LOL ahaha you tricked me...for a moment i thogut i wasnt alone :-( ahah jk many people tell me i do have others...so far, ive only met a submarine, a chipmunk, and a black man who scared me one halloween.
yes i can be quite tricky in the ways of tae kwon alvin
The Alvinator.
PKM6 years ago
My "constructive criticism" would be a picture of the trike in the intro or first step would be a welcome addition- all the way through I was scratching my head as to what the final design would be like, and then when I saw it had to go back and re-read the instructable to put the parts into context. It could be a diagram/sketch if you want to keep the finished trike as the "big reveal" for the last step :) That said, I love the design- I don't think I've seen an EV or bike designed like this. I guess a narrow traditional trike design would make it a little unstable at high speed which might explain the rarity of the design, but as you say for cruising round at low speed it would be fine.
omnibot PKM6 years ago
I agree, there should be a better picture in the beginning, although this one does get my attention :) I think the swiveling joint could aid stability at higher speeds but I wonder if it should be mounted the other way around.
omnibot6 years ago
The use of the swivel-wheel as a sideways rotating link is pure genious. I've been thinking about that problem for a year and that's perfect.
The caster is genius.
mushfiqc6 years ago
a lil paint and if u change the front wheel it will look so good not that it doesnt allready :D
cjbikenut6 years ago
Very cool!! could we see some pictures of the finished fleet?
Lego man6 years ago
Awesome can I make it bigger like bicycle high?
Garreth (author)  Lego man6 years ago
At the speeds we got up to, it worked better lower down.

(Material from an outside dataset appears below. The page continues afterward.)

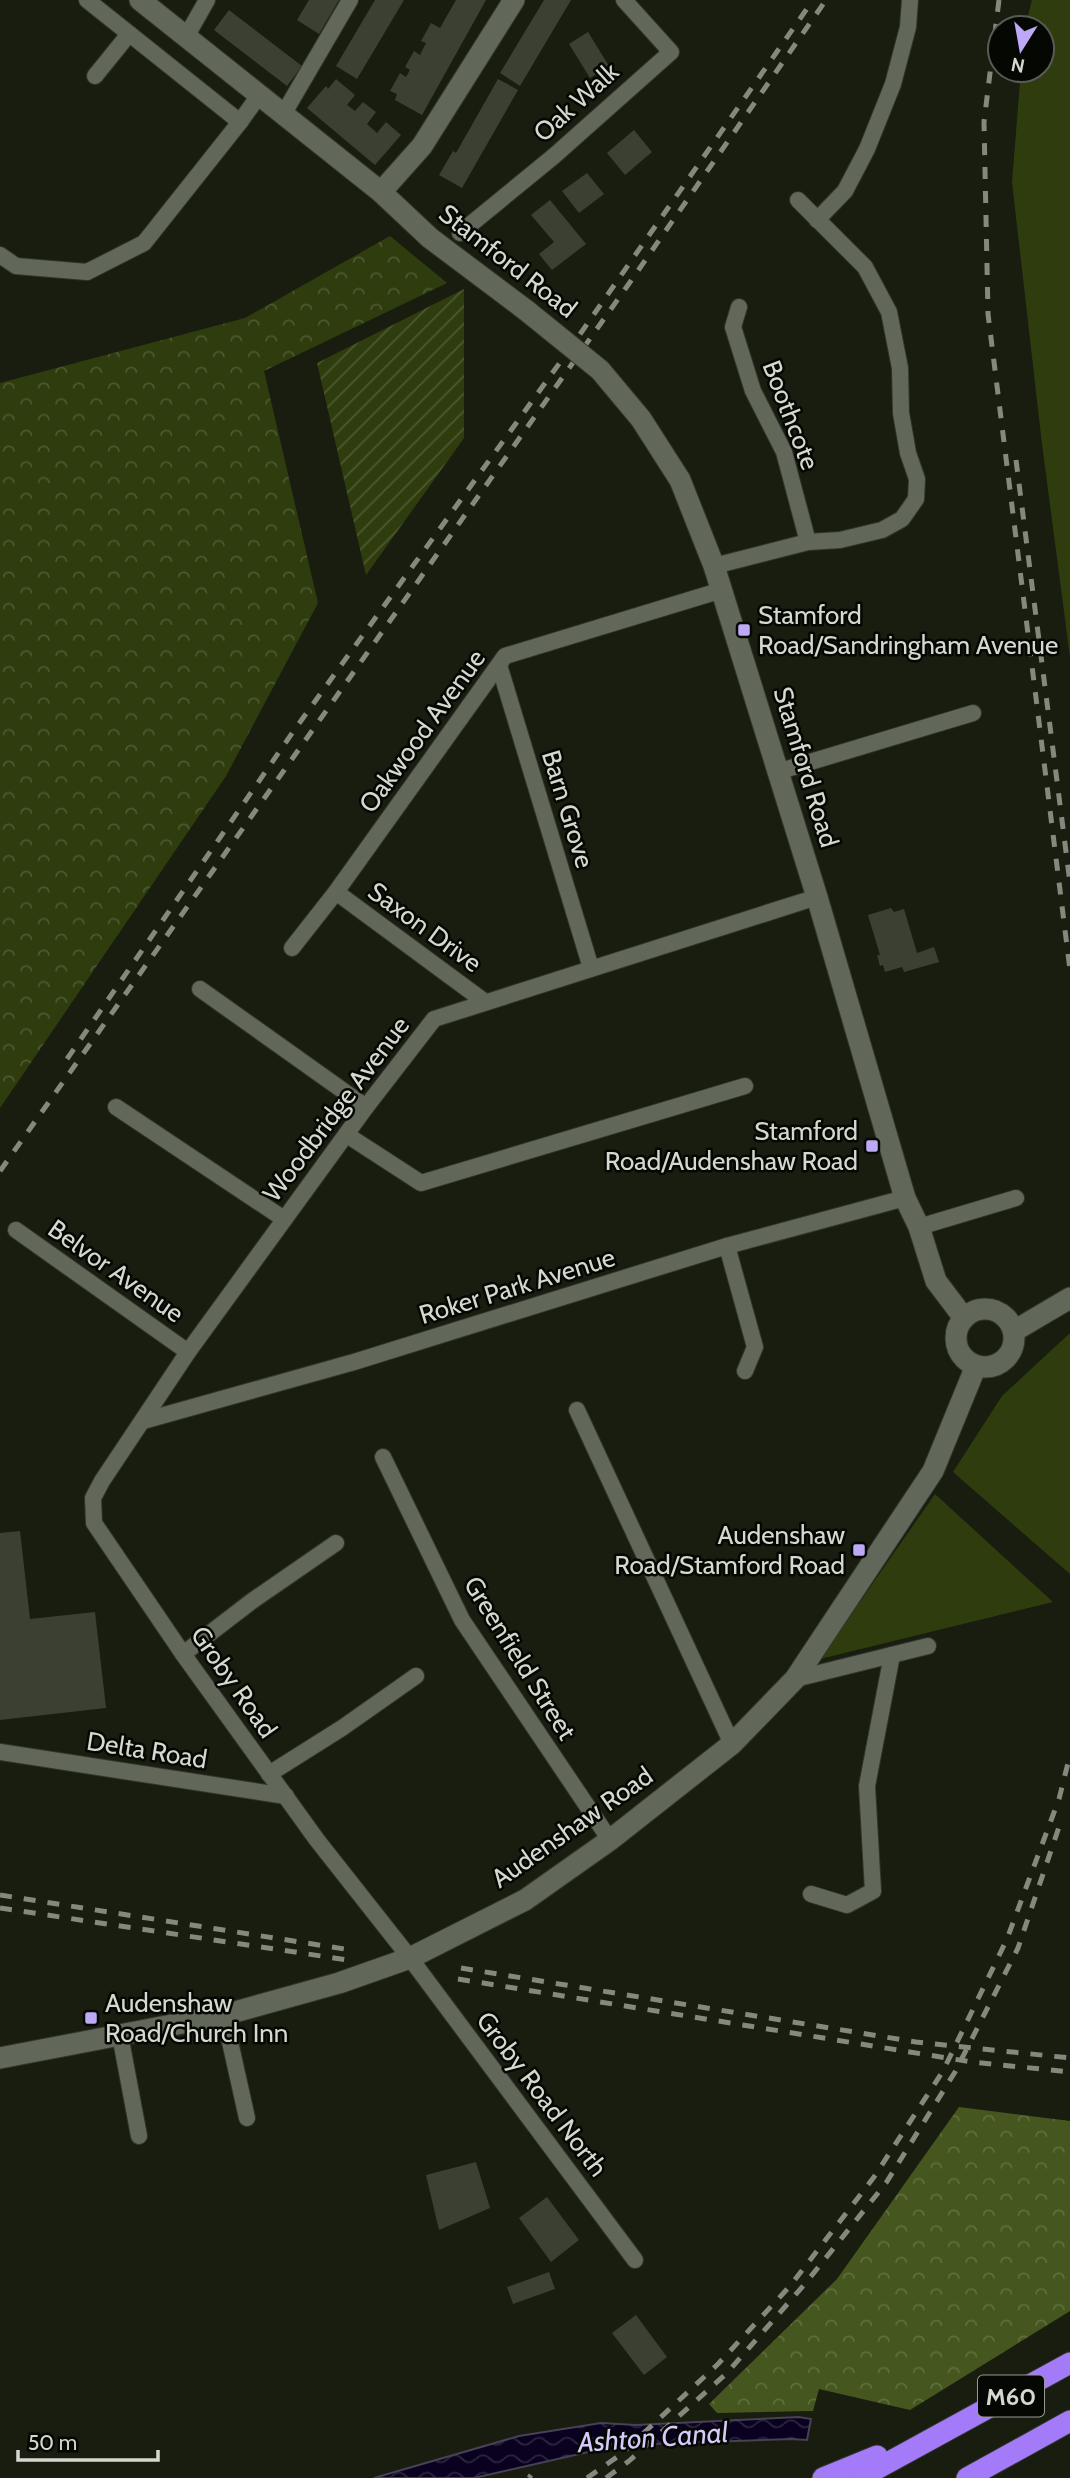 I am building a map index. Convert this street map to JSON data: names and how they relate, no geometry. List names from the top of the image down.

More like a slow running chopper than a fast turning sports bike in motorcycle terms. If you used bigger back wheels, but kept the weight in the drive unit lower down, it would still work. Let me know if you try it!
grue6 years ago
the end looks like the bottom of a segway
Mikey D6 years ago
Awesome job! Some videos would be great!
Thats Great! I love it! Put a little under glow and giant sub and that would Awesome.
Garreth (author)  joejoerowley6 years ago
Thanks! We have one with some light effects underneath - I'll post some pictures in a while.
Bran6 years ago
Excellent, excellent job! (As soon as I learn to weld,) I plan on making one of these!